“MemGPT: Towards LLMs as Operating Systems” was posted to arXiv on October 12, 2023 by Charles Packer, Sarah Wooders, Kevin Lin, Vivian Fang, Shishir G. Patil, Ion Stoica, and Joseph E. Gonzalez, from UC Berkeley. It tackles a basic limitation of language model agents: a fixed context window means they forget anything that scrolls out of view, which breaks long documents and long-running conversations.
The paper’s idea is virtual context management, borrowed directly from how operating systems handle memory.
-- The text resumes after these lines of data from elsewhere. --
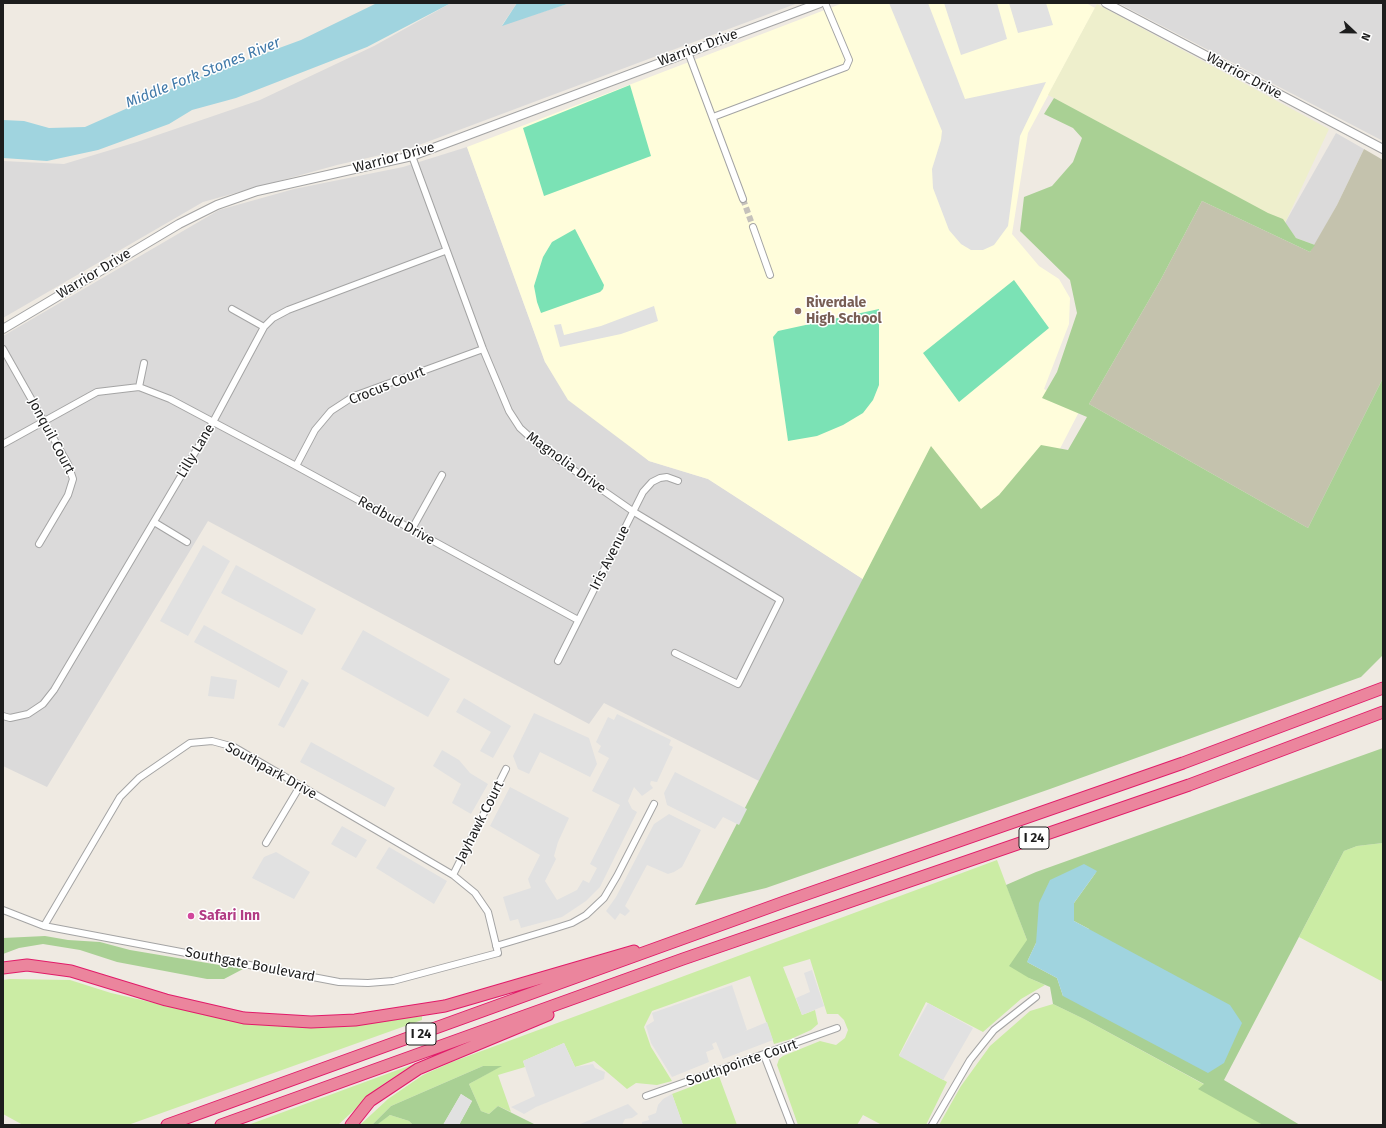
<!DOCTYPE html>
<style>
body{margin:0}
#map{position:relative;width:1386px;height:1128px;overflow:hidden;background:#efeae2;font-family:"Fira Sans",sans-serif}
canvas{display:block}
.frame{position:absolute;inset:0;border:4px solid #1d1d1d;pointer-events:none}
.north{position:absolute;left:1334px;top:12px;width:40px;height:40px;-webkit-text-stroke:3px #fff;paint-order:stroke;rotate:112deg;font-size:11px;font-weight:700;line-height:16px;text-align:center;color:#1d1d1d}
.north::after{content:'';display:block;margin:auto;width:14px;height:18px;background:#1d1d1d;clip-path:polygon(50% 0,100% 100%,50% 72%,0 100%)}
</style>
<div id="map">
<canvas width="1386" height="1128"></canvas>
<div class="frame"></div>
<div class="north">N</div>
</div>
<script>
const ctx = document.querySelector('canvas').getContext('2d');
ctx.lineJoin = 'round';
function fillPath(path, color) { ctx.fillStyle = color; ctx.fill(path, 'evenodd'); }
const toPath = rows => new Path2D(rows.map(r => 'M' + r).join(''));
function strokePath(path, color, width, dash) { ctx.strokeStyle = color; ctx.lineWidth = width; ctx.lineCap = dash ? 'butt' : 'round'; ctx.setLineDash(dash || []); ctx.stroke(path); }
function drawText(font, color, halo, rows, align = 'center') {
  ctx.font = font + ' "Fira Sans",sans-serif'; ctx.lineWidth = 3; ctx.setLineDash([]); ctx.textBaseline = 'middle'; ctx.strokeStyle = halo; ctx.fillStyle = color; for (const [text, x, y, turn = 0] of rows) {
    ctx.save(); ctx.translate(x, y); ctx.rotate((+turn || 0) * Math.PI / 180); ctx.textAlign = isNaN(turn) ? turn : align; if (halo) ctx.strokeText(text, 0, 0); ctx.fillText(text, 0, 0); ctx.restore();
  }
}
const residential = toPath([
 [451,3,517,3,502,25,570,3,798,3,411,148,337,165,203,202,3,318,3,161,64,164,137,142,260,100,374,46],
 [1118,3,1383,3,1383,141],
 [1336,133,1364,149,1337,205,1315,245,1296,238,1285,223],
 [467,147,545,362,649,461,708,479,863,579,759,781,604,703,589,724,208,521,47,787,3,766,3,336,219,210,294,189,403,167]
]);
const education = toPath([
 [843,3,1086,3,1095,8,1028,133,1012,234,1039,266,1059,279,1070,298,1069,324,1044,389,1081,408,960,642,708,479,649,461,568,400,545,362,467,147]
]);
const construction = toPath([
 [1364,149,1383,160,1383,378,1308,528,1089,404,1160,281,1202,201,1310,252,1337,205]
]);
const farmland = toPath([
 [1097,4,1329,129,1285,223,1048,95]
]);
const grass = toPath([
 [1383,843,1383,982,1299,937,1344,851,1357,846],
 [997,860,1027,940,1029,978,1045,985,1021,999,983,1032,926,1002,899,1055,947,1082,926,1125,882,1125,863,1115,857,1125,798,1125,777,1065,779,1059,783,1056,820,1041,836,1045,845,1038,848,1030,844,1020,838,1014,827,1014,810,959,783,967,802,1015,815,1010,818,1024,811,1030,791,1039,774,1044,750,976,652,1011,644,1027,651,1047,672,1081,657,1085,636,1083,627,1089,594,1061,575,1067,564,1043,523,1061,525,1067,498,1075,511,1112,498,1106,489,1114,481,1111,469,1084,501,1066,483,1066,391,1106,372,1125,360,1125,388,1099,423,1075,452,1062],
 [10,979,70,980,111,993,194,1012,255,1023,325,1025,369,1023,422,1016,422,1020,128,1125,23,1125,3,1114,3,980],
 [1053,1004,1084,1019,1218,1092,1272,1125,939,1125,961,1086,990,1046,1030,1011],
 [414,1064,379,1087,338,1125,248,1125],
 [719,1076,737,1125,683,1125,672,1094],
 [390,1115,409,1121,413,1125,376,1125]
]);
const forest = toPath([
 [1054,98,1268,213,1283,219,1296,238,1315,245,1310,252,1202,201,1160,281,1089,404,1308,528,1383,378,1383,655,1361,677,1050,789,766,888,695,905,931,446,981,509,999,495,1041,445,1068,450,1087,417,1042,398,1057,372,1077,313,1070,280,1020,231,1024,197,1052,186,1073,162,1082,138,1073,128,1044,114],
 [1383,748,1383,843,1357,846,1344,851,1224,1080,1300,1125,1263,1125,1198,1089,1204,1084,1084,1019,1053,1004,1050,987,1029,978,1009,966,1027,940,1006,885,1036,872],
 [1097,871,1074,903,1074,921,1089,929,1063,996,1057,978,1027,962,1036,943],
 [45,936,68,940,100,942,130,950,243,969,224,979,207,979,117,962,80,950,43,944,19,948,3,954,3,938],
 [483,1066,502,1066,469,1084,481,1111,489,1114,498,1106,536,1125,459,1125,472,1101,461,1094,443,1125,413,1125,409,1121,390,1115,378,1124,372,1125,391,1106]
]);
const pitch = toPath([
 [630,85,651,156,544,196,523,128],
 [575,229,604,285,603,289,600,292,541,313,537,302,534,286,543,257,552,242],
 [1014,280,1049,328,959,402,923,353],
 [879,309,879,385,873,400,863,413,843,425,817,436,788,441,773,337,778,331]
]);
const parking = toPath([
 [889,3,928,3,965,99,1046,82,1020,136,1008,226,994,245,983,250,971,250,961,244,949,230,933,188,932,169,941,140,942,131],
 [944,3,997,3,1007,39,961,55],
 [1009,3,1046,3,1053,25,1018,33],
 [654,306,658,321,621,334,560,347,554,325,561,324,564,335,601,326],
 [203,545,230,561,188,636,160,621],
 [236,565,316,609,302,635,221,593],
 [204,625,288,671,279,688,194,642],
 [363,630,450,679,428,717,341,669],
 [211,676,237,680,234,699,208,696],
 [302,679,309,683,284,728,278,725],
 [464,698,511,726,493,758,480,751,491,732,456,712],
 [534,713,589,738,597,764,590,777,540,752,529,774,518,769,513,756],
 [617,714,671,740,669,745,673,747,657,782,651,781,650,784,653,788,642,796,634,787,628,801,632,809,637,812,600,887,586,901,562,917,521,928,518,919,510,921,503,897,531,888,528,879,540,855,490,826,510,787,569,818,558,842,554,856,556,859,545,881,557,900,577,890,583,880,589,883,597,868,590,864,620,805,592,791,609,758,598,752,601,746,596,742,608,717,614,720],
 [311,742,395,788,385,807,300,762],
 [442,750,459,760,470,773,488,784,471,814,452,803,461,784,433,766],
 [675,772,747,809,739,825,723,817,715,829,667,805,664,793],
 [669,814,701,830,682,867,674,872,668,874,647,865,625,906,630,911,625,916,620,913,615,920,606,911,616,897,654,824],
 [342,826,367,840,356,858,331,844],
 [389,847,447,881,434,904,376,868],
 [276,852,310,872,294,899,252,878,264,857],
 [812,970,824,1006,802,1015,796,998,810,992,804,973],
 [732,985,747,1030,743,1032,767,1022,773,1040,723,1059,716,1042,712,1044,714,1049,706,1052,709,1062,672,1077,651,1043,646,1026,654,1021,652,1013],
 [928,1003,973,1028,943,1080,899,1056],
 [564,1043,575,1067,593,1064,595,1068,605,1072,604,1079,536,1107,524,1114,511,1107,535,1096,523,1061],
 [461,1094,472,1101,459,1125,443,1125],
 [672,1094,683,1125,642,1125,642,1122,649,1120,648,1116,656,1113,658,1105,663,1099],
 [628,1104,638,1114,632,1118,625,1119,622,1125,578,1125]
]);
const water = toPath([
 [377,3,451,3,367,47,236,98,192,110,169,124,98,150,47,161,3,158,3,120,24,121,49,128,85,127,184,83,301,40],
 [517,3,570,3,502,26],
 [1084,864,1097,871,1074,903,1074,921,1230,1005,1242,1023,1224,1063,1208,1073,1063,996,1057,978,1027,962,1036,943,1039,903,1050,880]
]);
const minorTunnel = toPath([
 [743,199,753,227]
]);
const minor = toPath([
 [688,52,743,199],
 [713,117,846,67,849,60,825,3],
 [412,156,483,349,509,411,520,428,542,448,634,512,780,600,738,684,675,653],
 [753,227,770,275],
 [232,309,264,327],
 [3,349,68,464,73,479,68,495,39,544],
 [139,387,144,363],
 [3,444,97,392,139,387,170,399,296,466,578,620],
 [296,466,315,430,331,411,354,396,483,349],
 [154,522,187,542],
 [412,529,442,475],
 [558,661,643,492,652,482,660,478,667,477,678,481],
 [3,716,10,718,28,714,43,704,54,690,213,422,264,327,273,318,288,310,445,251],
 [266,843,300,786],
 [453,875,506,769],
 [3,910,44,926,339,982,368,983,393,981,498,953,488,912,475,893,453,875,234,747,212,741,190,743,139,778,120,797,44,926],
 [496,946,553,929,572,923,586,915,604,898,617,876,654,804],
 [764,1055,791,1125],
 [646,1096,837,1028],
 [932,1125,970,1060,994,1030,1036,997]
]);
const tertiary = toPath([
 [1106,3,1383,149],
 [3,329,179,224,217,205,257,191,412,156,820,3]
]);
const motorway = toPath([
 [3,968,27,965,71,971,166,1000,244,1018,311,1022,355,1020,445,1006,634,951],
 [167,1125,784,902,1183,763,1383,688],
 [221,1125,683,959,1189,785,1383,712],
 [351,1125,370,1101,418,1069,548,1015]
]);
const markers = [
 [798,311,4,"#8d6e63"],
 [191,916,4,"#d1479c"]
];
const shields = [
 [1034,838,30],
 [421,1034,30]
];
const shieldNames = [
 ["I 24",1034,838],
 ["I 24",421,1034]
];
const streetNames = [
 ["Warrior Drive",698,48,-20],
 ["Warrior Drive",1244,76,28],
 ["Warrior Drive",394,158,-15],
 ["Warrior Drive",94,274,-31],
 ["Crocus Court",387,386,-22],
 ["Jonquil Court",51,436,62],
 ["Lilly Lane",196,451,-59],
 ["Magnolia Drive",566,463,36],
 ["Redbud Drive",396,521,29],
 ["Iris Avenue",610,558,-63],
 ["Southpark Drive",271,771,29],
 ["Jayhawk Court",480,822,-63],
 ["Southgate Boulevard",250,965,11],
 ["Southpointe Court",742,1063,-19]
];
const educationNames = [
 ["Riverdale",806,303],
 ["High School",806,319]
];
const hotelNames = [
 ["Safari Inn",199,916]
];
const waterNames = [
 ["Middle Fork Stones River",203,73,-22]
];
fillPath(residential, '#dbdada');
fillPath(education, '#fffddb');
fillPath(construction, '#c4c2ad');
fillPath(farmland, '#eeefcc');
fillPath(grass, '#cbeca4');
fillPath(forest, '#a9d094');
fillPath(pitch, '#7be2b5');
fillPath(parking, '#e1e1e1');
fillPath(water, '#a0d4df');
strokePath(minorTunnel, '#c5c1bb', 6, [6, 3]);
strokePath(minor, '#a4a4a4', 8);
strokePath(tertiary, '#a4a4a4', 10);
strokePath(motorway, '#e11b69', 13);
strokePath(minor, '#fff', 6);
strokePath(tertiary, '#fff', 8);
strokePath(motorway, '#eb859d', 11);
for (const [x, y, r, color] of markers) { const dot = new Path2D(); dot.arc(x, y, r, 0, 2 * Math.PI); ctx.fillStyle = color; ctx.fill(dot); strokePath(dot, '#fff', 1.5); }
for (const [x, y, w] of shields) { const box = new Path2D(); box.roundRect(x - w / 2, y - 11, w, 22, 3); ctx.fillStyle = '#fff'; ctx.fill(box); strokePath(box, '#1d1d1d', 1); }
drawText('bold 13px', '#1d1d1d', null, shieldNames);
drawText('14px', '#1d1d1d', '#fff', streetNames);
drawText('bold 14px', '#785e54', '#fff', educationNames, 'left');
drawText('bold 14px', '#b23c85', '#fff', hotelNames, 'left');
drawText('italic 15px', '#427aa9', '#fff', waterNames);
</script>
Just as an OS pages data between fast main memory and slower disk to give programs the illusion of more memory than physically exists, MemGPT moves information between the model’s limited context (its “main memory”) and external storage, using function calls and interrupts so the agent can decide what to keep in view and what to swap out. The authors demonstrated the approach on document analysis over texts that exceed the context window and on multi-session chat where the agent maintains persistent memory and an evolving persona across conversations.
MemGPT became the foundation of the open-source agent-memory project later commercialized as Letta, and it is one of the most-cited treatments of agent memory - the question of how an agent remembers facts, preferences, and past actions across sessions, which is central to building assistants that feel continuous rather than amnesiac.